## Provided records
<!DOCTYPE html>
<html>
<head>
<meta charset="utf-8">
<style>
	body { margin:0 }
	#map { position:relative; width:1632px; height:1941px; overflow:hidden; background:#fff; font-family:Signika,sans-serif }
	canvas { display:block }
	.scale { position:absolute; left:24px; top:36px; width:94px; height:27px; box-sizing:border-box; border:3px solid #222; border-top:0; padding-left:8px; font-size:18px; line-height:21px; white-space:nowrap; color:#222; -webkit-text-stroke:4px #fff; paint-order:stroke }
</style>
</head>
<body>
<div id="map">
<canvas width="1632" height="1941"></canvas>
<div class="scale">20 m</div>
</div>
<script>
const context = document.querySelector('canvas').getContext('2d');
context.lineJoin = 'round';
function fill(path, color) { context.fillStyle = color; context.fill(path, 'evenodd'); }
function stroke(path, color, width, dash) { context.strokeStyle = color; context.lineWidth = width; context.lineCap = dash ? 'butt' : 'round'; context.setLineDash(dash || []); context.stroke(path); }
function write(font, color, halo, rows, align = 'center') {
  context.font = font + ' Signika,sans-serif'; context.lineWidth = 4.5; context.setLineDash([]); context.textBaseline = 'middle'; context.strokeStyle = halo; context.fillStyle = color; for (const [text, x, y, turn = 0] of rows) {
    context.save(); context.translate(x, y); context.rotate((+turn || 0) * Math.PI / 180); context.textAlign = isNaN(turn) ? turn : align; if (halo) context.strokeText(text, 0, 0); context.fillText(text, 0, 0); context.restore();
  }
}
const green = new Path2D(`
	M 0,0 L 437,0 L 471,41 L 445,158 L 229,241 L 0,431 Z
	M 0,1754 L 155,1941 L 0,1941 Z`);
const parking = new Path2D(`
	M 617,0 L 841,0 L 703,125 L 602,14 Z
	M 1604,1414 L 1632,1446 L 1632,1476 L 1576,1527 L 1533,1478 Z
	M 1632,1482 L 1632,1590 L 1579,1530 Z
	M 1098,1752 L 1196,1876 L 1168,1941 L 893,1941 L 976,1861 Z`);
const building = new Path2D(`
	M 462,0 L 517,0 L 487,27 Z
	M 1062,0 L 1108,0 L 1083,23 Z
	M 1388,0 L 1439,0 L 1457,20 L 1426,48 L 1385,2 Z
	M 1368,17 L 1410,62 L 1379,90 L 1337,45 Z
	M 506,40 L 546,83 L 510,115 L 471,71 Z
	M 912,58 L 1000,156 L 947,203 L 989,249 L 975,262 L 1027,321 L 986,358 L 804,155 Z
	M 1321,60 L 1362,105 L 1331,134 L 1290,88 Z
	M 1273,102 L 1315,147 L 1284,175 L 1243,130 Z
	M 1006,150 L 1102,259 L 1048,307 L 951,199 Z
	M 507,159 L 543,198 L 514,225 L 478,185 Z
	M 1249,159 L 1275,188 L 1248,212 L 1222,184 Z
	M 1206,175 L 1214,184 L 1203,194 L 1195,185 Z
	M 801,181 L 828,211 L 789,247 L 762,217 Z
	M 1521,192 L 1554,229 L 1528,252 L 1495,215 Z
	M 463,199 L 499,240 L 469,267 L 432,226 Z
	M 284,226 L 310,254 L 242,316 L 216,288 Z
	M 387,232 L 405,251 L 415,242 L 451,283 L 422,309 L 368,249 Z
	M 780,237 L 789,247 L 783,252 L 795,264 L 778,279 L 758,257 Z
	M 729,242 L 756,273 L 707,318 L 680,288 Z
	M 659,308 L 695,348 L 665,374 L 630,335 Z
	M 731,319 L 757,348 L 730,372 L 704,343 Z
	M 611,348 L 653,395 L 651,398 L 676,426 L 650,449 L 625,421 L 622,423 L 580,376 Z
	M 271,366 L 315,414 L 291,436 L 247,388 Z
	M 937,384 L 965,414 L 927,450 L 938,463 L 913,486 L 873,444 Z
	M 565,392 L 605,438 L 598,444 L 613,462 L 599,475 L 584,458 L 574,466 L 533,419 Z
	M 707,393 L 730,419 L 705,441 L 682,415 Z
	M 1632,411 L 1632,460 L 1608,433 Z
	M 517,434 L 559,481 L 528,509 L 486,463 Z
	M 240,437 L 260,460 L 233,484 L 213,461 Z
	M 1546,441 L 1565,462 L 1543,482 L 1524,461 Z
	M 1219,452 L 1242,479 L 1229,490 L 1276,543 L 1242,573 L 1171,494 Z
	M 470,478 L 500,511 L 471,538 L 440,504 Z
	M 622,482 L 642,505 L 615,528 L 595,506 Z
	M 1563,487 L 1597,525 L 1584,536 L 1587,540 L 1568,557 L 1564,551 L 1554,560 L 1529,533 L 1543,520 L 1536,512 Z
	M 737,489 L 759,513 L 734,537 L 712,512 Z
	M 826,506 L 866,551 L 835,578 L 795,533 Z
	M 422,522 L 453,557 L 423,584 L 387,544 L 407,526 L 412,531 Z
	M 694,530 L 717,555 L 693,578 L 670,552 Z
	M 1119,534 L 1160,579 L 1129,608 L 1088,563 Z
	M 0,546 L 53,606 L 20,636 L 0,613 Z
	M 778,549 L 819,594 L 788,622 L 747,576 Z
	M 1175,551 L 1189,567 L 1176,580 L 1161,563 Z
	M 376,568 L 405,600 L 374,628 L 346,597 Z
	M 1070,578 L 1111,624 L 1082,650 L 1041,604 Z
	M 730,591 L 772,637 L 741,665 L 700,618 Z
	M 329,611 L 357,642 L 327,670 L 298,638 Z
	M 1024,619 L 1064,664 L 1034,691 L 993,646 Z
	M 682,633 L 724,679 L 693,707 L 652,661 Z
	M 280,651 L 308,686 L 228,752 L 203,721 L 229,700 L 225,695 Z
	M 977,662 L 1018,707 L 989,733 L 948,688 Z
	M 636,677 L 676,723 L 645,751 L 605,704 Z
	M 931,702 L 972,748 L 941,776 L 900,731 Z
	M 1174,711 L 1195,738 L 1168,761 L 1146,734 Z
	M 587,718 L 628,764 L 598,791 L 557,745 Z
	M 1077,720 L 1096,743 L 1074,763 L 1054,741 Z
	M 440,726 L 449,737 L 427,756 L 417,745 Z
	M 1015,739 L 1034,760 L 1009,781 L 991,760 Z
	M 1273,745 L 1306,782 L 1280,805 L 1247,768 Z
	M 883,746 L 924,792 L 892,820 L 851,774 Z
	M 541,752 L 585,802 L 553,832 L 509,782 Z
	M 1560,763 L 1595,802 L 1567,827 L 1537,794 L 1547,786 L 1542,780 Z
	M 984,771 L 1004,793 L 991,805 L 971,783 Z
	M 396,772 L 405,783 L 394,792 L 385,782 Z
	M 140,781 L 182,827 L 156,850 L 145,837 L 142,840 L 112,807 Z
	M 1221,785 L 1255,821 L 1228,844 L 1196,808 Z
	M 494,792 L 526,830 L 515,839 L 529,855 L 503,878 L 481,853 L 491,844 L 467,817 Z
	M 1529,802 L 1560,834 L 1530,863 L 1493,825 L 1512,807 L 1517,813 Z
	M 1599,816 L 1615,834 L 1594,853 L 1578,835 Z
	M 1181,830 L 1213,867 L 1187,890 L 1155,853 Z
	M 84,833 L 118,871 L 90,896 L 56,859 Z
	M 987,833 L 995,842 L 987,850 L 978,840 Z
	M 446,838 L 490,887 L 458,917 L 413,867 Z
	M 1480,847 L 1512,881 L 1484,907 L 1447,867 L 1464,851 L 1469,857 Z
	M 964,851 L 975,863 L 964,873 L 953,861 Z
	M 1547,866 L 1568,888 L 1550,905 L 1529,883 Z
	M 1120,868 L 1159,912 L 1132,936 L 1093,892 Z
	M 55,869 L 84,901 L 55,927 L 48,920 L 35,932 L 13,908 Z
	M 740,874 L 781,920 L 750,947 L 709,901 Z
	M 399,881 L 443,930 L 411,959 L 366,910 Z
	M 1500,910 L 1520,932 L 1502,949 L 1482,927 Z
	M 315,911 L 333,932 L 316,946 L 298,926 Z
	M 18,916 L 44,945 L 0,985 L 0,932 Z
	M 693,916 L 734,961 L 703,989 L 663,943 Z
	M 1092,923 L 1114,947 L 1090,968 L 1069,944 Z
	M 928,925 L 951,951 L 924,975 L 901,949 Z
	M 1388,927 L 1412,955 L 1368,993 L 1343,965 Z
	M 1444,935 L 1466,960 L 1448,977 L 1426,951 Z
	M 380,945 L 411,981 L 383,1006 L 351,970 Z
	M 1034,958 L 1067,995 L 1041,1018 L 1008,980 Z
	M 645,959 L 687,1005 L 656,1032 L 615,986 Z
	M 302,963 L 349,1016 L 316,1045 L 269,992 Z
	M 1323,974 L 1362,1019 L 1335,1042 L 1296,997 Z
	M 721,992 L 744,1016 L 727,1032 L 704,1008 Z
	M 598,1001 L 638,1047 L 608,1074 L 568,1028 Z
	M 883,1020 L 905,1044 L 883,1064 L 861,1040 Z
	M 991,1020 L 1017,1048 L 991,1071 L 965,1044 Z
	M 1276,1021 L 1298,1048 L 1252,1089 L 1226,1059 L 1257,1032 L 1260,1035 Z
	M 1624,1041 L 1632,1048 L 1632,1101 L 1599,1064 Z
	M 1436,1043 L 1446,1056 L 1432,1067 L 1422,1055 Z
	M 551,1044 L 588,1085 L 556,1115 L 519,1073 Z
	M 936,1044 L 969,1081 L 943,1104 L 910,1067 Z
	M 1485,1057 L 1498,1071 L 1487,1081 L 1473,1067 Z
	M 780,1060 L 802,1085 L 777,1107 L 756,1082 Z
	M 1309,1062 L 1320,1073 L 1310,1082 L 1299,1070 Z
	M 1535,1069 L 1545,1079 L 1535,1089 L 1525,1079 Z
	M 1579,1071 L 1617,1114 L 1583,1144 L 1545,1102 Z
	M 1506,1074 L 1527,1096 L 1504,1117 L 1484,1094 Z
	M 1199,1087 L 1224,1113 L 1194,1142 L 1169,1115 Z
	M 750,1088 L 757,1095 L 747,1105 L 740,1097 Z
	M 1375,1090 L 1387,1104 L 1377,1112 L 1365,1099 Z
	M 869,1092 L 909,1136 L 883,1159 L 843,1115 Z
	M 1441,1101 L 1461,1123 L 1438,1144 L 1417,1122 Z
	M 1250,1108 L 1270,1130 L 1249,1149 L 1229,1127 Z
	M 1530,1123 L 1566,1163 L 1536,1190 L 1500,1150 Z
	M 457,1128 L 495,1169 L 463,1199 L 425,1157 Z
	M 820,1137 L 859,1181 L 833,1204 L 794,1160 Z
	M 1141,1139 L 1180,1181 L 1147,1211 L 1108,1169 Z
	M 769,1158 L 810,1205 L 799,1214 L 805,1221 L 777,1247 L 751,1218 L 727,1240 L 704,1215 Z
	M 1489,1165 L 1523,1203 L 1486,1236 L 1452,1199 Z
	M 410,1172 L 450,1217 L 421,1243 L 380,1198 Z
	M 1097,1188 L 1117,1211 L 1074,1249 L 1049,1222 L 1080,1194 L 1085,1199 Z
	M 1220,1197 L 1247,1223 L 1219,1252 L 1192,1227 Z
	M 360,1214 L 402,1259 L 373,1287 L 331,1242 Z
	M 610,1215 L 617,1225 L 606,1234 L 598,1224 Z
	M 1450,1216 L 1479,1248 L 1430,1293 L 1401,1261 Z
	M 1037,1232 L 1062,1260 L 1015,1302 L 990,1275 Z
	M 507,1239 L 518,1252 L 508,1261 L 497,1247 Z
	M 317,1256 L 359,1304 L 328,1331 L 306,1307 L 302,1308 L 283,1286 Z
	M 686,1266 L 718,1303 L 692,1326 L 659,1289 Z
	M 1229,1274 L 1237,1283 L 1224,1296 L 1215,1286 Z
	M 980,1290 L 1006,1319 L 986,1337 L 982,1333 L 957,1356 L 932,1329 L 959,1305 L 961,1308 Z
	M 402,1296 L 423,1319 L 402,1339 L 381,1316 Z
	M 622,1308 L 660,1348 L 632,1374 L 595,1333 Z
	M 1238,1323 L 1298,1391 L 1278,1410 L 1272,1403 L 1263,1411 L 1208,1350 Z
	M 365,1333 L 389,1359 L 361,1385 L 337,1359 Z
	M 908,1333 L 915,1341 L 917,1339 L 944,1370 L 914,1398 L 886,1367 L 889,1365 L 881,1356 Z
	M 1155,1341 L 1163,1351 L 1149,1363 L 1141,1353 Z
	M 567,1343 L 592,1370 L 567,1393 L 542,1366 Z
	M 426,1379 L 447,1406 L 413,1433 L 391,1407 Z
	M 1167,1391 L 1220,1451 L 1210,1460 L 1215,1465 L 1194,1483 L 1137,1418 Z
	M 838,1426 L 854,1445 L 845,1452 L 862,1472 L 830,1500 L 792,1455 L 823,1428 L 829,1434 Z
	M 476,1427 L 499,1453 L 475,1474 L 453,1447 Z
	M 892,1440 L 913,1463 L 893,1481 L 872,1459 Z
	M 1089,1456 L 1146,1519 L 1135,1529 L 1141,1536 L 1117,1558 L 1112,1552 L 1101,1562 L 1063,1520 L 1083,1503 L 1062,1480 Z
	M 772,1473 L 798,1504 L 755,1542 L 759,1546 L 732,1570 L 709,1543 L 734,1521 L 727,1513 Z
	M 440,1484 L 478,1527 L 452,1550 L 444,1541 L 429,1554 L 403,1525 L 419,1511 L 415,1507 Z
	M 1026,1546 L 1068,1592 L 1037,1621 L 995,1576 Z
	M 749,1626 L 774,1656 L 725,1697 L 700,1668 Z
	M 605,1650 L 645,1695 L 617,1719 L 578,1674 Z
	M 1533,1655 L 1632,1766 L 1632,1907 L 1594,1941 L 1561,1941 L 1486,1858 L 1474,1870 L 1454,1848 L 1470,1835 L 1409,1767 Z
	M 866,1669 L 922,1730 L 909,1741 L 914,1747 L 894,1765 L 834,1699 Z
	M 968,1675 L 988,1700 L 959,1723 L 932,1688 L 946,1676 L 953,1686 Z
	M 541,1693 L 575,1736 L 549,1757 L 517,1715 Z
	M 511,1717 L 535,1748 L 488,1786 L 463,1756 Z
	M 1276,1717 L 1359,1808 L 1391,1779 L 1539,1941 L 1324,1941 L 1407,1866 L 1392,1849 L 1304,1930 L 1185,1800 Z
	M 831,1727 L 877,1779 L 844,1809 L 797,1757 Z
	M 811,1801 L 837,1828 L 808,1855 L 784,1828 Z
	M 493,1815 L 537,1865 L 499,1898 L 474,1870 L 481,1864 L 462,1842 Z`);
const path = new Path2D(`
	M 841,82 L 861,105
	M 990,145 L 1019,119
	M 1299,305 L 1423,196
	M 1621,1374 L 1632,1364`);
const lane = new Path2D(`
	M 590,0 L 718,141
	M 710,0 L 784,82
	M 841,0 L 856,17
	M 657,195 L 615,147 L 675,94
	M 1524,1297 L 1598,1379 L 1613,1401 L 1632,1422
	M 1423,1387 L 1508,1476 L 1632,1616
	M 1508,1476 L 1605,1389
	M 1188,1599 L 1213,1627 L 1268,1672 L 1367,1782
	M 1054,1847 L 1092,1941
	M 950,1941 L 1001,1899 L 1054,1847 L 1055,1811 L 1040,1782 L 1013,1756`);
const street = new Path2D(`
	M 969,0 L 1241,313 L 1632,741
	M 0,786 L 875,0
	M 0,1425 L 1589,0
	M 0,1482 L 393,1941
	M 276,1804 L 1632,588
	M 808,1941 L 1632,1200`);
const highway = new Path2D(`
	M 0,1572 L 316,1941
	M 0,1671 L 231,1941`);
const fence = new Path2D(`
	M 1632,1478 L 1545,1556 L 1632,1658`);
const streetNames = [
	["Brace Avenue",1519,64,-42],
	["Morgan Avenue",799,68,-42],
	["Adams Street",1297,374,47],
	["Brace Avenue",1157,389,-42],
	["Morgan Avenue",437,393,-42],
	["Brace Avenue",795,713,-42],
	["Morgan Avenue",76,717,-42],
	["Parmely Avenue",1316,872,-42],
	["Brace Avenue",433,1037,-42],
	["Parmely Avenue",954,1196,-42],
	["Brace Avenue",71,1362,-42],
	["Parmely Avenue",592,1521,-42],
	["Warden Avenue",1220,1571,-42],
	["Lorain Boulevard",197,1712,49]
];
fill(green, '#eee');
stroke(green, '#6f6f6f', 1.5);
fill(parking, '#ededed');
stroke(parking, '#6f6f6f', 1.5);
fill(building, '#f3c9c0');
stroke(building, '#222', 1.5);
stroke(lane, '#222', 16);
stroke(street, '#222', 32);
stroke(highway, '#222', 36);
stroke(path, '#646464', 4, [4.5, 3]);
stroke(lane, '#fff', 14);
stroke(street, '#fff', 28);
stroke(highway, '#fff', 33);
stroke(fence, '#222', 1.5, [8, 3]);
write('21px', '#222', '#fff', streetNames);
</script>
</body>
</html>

## What needs to be done
How many lines above contain the word "Signika"? Answer with the number alone.

## Answer to this problem
2